* THE TASK
Return each line of the data below that contains the string "Economics".

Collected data
-- Opening Marker --

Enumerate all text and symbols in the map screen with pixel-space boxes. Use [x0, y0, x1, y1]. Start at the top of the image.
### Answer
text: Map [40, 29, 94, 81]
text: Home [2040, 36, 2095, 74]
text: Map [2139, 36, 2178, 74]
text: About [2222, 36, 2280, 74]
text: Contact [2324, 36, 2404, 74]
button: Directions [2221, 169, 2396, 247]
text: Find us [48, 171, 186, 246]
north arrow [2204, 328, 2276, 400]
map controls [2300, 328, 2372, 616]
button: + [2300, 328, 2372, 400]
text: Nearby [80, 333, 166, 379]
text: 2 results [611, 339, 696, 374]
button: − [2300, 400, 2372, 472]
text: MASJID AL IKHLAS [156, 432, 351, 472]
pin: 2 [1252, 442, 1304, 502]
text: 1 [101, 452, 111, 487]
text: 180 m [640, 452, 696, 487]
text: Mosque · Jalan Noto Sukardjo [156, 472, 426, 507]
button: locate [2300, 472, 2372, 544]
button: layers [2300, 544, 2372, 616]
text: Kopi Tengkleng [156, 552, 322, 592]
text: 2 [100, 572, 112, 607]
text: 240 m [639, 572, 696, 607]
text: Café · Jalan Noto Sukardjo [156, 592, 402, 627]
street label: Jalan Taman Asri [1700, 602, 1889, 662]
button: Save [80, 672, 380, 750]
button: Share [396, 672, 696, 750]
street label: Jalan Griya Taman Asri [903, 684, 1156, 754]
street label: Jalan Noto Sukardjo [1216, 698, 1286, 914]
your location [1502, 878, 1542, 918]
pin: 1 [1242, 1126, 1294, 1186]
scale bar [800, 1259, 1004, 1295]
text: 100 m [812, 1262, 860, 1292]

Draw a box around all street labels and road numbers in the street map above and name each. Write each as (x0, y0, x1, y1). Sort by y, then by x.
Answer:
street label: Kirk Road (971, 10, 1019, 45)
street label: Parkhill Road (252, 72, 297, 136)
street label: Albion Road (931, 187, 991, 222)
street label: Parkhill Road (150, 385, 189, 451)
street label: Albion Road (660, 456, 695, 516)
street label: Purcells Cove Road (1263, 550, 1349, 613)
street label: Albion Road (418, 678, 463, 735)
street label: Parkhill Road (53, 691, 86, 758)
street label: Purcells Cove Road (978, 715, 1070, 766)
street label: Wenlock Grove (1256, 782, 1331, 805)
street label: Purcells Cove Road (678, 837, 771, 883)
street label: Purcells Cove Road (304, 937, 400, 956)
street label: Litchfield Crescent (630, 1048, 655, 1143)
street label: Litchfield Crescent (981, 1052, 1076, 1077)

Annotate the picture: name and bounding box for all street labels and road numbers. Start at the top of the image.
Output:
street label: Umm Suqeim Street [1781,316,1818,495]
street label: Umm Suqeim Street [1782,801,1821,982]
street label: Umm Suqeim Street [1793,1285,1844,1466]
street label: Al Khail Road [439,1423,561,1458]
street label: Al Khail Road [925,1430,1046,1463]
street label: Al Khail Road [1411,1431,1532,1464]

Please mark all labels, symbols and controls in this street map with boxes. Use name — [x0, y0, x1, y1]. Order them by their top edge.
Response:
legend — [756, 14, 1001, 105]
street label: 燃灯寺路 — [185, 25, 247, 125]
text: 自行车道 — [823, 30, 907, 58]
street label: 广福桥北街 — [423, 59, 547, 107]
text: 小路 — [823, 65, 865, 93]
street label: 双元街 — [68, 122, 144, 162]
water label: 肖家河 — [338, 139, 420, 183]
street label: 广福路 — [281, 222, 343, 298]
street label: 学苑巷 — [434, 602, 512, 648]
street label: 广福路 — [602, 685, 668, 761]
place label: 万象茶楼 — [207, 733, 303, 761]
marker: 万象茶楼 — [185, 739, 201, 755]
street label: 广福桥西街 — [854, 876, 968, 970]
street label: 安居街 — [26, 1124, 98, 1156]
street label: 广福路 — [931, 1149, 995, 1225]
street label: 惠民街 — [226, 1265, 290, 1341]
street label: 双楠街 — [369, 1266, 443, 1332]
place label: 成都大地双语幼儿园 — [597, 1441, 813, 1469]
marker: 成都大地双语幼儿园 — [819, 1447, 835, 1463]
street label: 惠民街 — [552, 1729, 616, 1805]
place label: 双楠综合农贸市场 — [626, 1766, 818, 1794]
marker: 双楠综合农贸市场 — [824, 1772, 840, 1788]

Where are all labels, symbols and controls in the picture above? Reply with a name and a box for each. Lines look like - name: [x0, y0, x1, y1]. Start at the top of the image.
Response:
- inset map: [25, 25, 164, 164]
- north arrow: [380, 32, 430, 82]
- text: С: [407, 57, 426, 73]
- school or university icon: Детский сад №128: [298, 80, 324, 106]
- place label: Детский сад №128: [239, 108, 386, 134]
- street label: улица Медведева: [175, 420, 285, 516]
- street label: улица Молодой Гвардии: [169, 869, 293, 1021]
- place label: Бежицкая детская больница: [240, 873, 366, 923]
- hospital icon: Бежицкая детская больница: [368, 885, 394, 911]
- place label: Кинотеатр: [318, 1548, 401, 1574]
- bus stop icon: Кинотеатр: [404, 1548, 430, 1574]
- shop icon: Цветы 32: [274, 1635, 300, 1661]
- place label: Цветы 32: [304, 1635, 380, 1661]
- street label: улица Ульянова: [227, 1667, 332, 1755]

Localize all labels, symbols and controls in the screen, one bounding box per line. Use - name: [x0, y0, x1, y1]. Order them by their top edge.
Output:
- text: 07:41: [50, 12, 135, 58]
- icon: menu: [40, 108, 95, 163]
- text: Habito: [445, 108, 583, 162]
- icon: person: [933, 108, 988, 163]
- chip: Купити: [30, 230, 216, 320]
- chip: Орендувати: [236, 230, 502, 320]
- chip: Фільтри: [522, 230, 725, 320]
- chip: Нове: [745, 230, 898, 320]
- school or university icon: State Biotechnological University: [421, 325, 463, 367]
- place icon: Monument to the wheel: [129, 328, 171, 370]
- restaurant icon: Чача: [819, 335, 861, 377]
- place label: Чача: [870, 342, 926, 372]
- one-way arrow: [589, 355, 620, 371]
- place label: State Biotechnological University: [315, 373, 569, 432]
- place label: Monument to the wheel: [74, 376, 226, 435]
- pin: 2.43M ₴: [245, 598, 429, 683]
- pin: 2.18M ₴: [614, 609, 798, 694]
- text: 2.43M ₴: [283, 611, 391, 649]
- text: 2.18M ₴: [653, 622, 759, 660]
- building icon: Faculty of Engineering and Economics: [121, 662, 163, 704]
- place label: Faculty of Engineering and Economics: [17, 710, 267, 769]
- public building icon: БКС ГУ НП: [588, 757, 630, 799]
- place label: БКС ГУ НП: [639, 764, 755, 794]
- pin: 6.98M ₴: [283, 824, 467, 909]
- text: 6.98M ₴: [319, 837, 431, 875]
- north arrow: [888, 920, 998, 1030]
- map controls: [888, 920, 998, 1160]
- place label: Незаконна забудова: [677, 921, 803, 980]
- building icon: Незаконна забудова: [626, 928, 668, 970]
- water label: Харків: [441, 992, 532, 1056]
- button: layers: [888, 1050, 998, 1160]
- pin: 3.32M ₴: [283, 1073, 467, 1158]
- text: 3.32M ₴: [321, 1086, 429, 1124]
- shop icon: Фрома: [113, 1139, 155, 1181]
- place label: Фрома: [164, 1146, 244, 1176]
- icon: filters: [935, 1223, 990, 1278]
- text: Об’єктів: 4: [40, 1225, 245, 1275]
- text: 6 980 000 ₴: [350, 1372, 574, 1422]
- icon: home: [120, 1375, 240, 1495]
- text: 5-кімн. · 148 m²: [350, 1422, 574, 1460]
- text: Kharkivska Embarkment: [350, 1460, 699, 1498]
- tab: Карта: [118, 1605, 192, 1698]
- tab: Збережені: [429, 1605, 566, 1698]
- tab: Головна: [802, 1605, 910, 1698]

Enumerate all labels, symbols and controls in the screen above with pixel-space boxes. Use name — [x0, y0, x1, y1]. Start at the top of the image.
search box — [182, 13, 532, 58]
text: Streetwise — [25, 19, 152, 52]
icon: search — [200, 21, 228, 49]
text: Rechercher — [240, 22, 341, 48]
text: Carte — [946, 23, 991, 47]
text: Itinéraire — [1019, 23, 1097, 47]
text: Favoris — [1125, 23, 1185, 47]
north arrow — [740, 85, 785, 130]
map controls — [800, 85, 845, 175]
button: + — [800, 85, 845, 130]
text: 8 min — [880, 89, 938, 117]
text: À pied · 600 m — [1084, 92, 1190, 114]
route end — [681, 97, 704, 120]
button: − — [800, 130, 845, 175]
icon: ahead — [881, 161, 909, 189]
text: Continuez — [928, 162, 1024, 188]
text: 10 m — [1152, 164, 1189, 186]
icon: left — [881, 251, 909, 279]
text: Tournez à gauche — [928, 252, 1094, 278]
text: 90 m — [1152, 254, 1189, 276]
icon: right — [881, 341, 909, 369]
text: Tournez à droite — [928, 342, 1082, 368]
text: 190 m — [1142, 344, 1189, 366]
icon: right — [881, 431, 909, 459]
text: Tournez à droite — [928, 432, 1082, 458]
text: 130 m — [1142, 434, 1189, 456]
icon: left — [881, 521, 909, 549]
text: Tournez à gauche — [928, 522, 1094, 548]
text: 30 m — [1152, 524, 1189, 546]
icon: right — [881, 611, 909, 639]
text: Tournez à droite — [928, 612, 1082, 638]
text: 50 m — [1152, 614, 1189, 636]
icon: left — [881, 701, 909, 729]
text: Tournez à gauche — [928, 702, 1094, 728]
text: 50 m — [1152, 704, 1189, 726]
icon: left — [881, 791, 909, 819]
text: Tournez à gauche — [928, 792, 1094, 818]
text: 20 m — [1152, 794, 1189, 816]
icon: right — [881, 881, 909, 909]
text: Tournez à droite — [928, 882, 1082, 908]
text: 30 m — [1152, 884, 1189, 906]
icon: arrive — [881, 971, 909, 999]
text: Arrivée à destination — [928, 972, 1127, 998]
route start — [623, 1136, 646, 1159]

-- Closing Marker --

* COMPLETED EXERCISE
- building icon: Faculty of Engineering and Economics: [121, 662, 163, 704]
- place label: Faculty of Engineering and Economics: [17, 710, 267, 769]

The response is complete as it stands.